_Data section_.
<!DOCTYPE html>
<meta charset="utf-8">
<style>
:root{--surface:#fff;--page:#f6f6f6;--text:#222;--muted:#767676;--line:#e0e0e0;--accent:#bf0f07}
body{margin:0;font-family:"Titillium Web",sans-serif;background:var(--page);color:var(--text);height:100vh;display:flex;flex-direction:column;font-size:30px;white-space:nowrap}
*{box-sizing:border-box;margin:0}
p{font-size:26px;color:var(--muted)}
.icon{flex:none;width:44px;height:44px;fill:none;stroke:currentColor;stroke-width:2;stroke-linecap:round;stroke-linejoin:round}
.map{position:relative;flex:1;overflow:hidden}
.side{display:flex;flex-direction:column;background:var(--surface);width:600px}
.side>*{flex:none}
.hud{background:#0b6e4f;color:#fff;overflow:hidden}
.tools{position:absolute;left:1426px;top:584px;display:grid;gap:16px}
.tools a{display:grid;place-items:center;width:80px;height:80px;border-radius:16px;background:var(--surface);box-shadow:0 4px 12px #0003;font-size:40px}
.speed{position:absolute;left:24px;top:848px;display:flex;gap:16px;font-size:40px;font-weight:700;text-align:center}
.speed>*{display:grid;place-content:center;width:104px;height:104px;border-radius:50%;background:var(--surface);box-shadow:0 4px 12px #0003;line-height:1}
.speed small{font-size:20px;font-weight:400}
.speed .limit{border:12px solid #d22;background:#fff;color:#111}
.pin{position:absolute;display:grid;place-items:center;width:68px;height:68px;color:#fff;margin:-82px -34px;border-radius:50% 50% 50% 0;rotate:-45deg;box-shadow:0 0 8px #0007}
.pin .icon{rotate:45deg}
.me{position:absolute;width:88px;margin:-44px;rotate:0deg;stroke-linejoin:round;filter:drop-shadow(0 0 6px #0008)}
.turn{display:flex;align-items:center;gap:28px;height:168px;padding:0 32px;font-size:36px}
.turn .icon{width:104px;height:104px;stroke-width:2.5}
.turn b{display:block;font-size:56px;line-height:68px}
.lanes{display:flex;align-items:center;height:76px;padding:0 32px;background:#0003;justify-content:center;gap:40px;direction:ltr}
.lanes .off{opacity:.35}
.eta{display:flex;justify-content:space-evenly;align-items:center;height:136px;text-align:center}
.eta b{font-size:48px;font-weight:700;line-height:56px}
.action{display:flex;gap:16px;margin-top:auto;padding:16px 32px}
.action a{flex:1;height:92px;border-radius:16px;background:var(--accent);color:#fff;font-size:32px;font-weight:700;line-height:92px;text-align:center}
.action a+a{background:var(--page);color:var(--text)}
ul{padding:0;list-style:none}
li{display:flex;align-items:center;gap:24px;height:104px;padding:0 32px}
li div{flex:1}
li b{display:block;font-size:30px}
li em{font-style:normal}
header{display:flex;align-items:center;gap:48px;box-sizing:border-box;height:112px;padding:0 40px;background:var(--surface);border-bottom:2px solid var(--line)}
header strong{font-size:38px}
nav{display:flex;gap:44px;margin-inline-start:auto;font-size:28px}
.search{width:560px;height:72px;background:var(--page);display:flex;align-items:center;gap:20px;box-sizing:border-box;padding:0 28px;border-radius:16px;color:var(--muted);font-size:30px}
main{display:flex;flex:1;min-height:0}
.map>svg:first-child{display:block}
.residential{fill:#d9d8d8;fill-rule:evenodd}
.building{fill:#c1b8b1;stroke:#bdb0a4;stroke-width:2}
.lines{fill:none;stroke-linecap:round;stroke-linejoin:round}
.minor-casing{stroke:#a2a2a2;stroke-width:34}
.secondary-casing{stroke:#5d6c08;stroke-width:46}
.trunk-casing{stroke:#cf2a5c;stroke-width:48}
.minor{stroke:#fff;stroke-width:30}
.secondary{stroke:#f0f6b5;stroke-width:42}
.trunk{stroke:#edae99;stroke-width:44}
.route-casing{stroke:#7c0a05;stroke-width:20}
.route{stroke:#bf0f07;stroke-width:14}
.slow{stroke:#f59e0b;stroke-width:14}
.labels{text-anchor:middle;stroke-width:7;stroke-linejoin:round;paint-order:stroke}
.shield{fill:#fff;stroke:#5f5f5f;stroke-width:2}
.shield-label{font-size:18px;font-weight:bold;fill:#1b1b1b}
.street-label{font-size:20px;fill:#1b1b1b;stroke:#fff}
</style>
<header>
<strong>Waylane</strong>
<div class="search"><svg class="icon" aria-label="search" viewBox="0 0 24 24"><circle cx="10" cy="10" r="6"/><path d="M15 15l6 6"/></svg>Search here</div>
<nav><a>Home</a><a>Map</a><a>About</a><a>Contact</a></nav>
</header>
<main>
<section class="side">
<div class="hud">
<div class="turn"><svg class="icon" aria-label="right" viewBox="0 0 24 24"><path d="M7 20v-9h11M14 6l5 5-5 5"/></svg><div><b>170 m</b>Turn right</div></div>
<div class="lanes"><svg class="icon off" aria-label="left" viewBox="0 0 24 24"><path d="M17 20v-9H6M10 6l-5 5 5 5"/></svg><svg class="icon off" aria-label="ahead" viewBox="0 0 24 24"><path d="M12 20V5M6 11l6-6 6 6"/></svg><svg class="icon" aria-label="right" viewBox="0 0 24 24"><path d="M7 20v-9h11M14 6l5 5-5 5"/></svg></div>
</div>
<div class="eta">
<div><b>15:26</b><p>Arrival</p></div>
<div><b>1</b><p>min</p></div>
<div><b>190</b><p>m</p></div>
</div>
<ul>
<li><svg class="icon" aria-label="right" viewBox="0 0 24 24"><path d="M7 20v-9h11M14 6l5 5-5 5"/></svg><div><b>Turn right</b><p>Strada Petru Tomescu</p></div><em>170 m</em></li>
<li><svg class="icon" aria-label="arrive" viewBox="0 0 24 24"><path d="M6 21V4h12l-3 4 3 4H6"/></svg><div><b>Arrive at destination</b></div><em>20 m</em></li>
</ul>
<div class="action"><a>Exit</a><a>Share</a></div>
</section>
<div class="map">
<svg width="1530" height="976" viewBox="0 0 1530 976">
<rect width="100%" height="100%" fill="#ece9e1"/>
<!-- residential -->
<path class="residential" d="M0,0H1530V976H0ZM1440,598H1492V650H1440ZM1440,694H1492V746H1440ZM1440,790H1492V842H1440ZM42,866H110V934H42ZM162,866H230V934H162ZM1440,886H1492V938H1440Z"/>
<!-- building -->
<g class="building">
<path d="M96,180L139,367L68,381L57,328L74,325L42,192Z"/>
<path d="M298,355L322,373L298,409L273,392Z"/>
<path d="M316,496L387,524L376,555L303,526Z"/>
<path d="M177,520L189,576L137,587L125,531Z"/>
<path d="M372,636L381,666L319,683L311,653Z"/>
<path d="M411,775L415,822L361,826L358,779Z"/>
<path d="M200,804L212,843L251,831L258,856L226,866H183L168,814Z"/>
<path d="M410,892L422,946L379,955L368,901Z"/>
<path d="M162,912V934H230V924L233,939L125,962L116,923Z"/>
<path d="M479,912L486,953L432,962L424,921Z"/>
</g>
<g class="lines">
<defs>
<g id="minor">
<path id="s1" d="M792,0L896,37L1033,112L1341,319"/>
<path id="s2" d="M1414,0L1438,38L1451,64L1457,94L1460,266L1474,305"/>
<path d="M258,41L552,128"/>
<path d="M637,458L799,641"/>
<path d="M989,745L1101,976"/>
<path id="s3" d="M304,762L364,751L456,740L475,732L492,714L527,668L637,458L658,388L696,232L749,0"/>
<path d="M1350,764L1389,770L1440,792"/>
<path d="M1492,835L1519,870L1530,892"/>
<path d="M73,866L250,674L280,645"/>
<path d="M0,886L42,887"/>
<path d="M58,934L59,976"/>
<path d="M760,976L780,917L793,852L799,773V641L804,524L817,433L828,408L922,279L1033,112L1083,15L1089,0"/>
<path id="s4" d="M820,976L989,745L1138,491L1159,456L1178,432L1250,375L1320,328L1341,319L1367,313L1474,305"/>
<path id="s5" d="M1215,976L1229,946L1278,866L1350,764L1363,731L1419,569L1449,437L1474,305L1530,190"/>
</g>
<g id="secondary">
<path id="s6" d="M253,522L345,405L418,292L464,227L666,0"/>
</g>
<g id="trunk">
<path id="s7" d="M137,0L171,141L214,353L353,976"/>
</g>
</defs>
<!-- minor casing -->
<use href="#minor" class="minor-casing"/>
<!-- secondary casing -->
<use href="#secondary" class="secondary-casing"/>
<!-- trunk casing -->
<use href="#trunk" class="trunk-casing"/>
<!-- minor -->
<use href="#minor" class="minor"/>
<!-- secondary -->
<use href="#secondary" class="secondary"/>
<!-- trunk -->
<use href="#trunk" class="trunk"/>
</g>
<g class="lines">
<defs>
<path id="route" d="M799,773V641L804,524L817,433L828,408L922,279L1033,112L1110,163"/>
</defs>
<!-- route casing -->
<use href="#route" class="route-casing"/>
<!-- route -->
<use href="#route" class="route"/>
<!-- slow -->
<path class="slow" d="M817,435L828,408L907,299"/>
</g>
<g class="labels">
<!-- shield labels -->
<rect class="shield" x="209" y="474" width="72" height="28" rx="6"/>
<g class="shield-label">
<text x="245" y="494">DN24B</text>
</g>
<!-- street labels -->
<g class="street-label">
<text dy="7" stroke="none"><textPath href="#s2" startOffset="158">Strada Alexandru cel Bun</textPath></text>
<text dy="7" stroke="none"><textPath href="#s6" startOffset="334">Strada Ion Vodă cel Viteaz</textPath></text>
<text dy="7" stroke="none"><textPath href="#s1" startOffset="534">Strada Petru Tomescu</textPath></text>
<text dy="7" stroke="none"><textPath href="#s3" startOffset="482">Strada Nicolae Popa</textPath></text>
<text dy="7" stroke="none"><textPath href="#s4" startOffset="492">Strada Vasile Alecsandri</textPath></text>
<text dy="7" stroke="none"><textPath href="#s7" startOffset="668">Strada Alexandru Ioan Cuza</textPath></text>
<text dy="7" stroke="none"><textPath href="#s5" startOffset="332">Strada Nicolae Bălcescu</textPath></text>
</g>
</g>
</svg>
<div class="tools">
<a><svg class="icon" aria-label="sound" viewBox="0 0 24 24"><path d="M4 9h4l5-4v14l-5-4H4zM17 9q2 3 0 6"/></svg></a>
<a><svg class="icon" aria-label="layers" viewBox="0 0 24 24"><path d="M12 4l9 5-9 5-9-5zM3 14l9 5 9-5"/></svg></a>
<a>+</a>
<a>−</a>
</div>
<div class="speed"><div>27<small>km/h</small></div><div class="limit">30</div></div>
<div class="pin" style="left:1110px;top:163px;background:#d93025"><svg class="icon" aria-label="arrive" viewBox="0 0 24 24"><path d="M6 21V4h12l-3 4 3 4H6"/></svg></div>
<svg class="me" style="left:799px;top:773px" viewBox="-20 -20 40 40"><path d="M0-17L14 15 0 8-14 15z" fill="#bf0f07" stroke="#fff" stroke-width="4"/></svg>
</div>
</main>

_Exercise description_.
Show, from the listing above, each line that contains the word "space".

_Exercise response_.
body{margin:0;font-family:"Titillium Web",sans-serif;background:var(--page);color:var(--text);height:100vh;display:flex;flex-direction:column;font-size:30px;white-space:nowrap}
.eta{display:flex;justify-content:space-evenly;align-items:center;height:136px;text-align:center}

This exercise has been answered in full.